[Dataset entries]
● ● ● ● ●

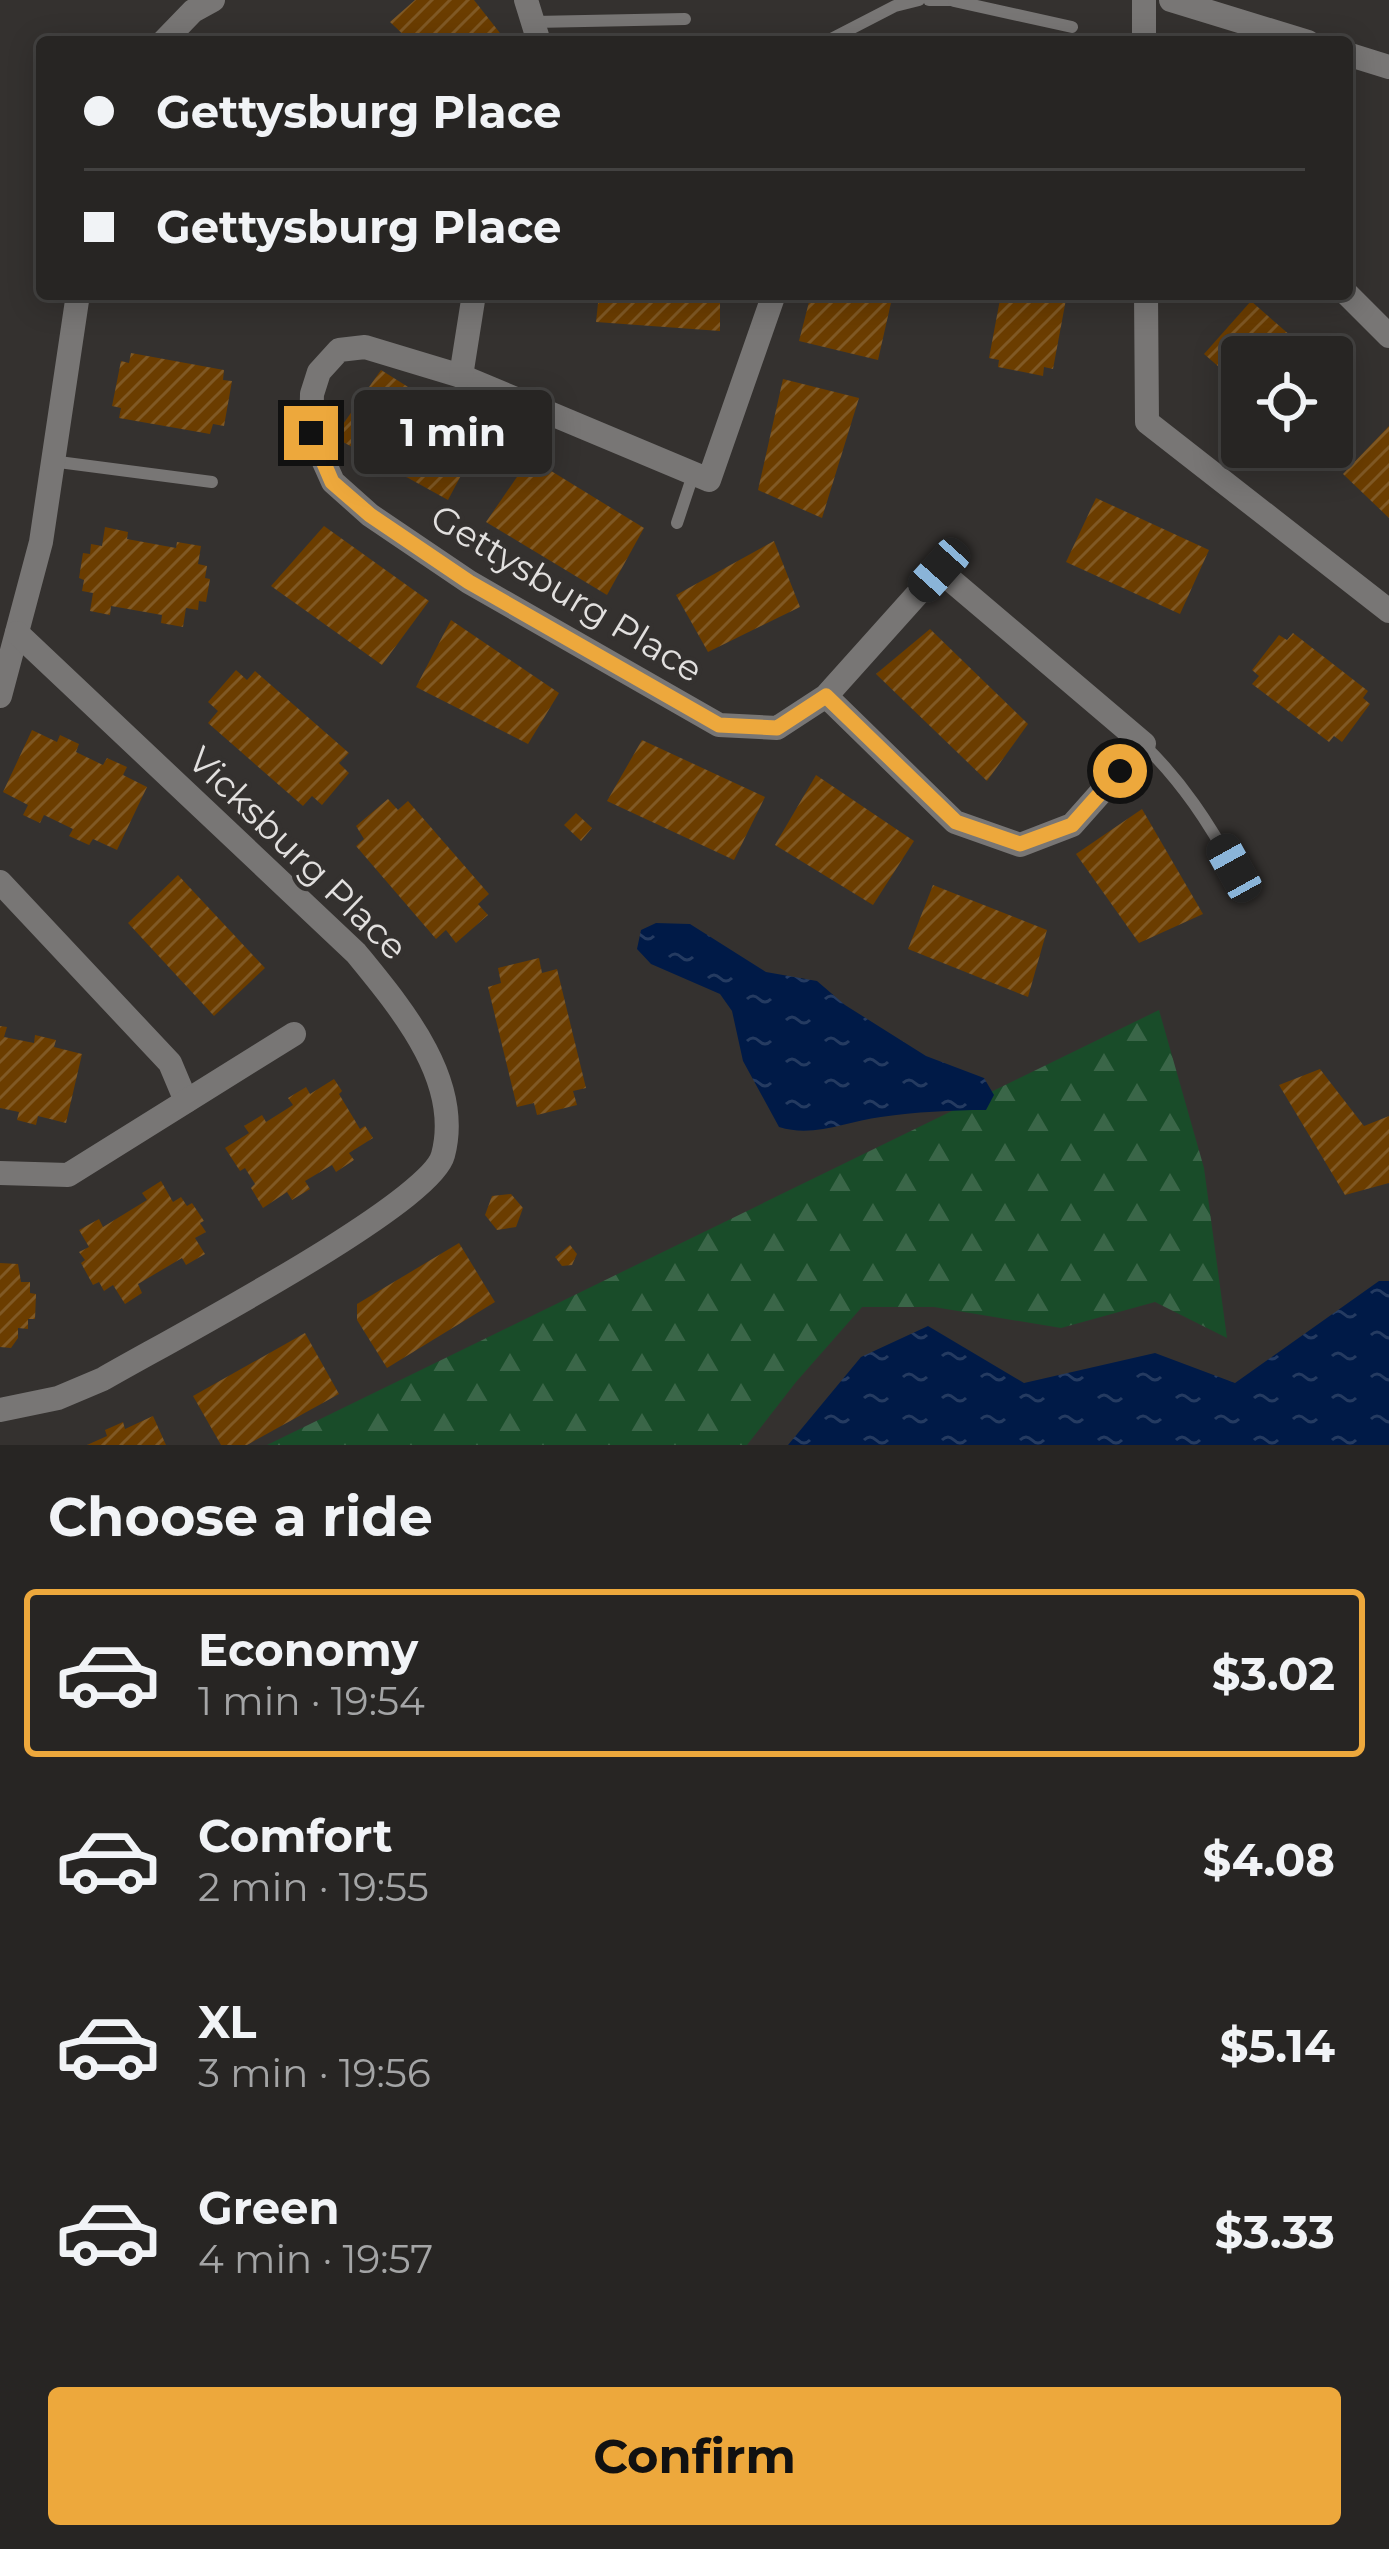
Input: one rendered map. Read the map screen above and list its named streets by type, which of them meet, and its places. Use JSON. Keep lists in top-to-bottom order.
{
  "streets": {
    "street": ["Gettysburg Place", "Vicksburg Place"]
  },
  "page": {
    "banner": ["Gettysburg Place", "Gettysburg Place"],
    "bubble": "1 min",
    "heading": "Choose a ride",
    "list": [
      {
        "name": "Economy",
        "note": "1 min · 19:54",
        "value": "$3.02"
      },
      {
        "name": "Comfort",
        "note": "2 min · 19:55",
        "value": "$4.08"
      },
      {
        "name": "XL",
        "note": "3 min · 19:56",
        "value": "$5.14"
      },
      {
        "name": "Green",
        "note": "4 min · 19:57",
        "value": "$3.33"
      }
    ],
    "buttons": "Confirm"
  }
}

● ● ● ● ●

**Task to complete**
The records need to be restated word for word, minus any images.

**Response**
Input: one rendered map. Read the map screen above and list its named streets by type, which of them meet, and its places. Use JSON. Keep lists in top-to-bottom order.
{
  "streets": {
    "street": ["Gettysburg Place", "Vicksburg Place"]
  },
  "page": {
    "banner": ["Gettysburg Place", "Gettysburg Place"],
    "bubble": "1 min",
    "heading": "Choose a ride",
    "list": [
      {
        "name": "Economy",
        "note": "1 min · 19:54",
        "value": "$3.02"
      },
      {
        "name": "Comfort",
        "note": "2 min · 19:55",
        "value": "$4.08"
      },
      {
        "name": "XL",
        "note": "3 min · 19:56",
        "value": "$5.14"
      },
      {
        "name": "Green",
        "note": "4 min · 19:57",
        "value": "$3.33"
      }
    ],
    "buttons": "Confirm"
  }
}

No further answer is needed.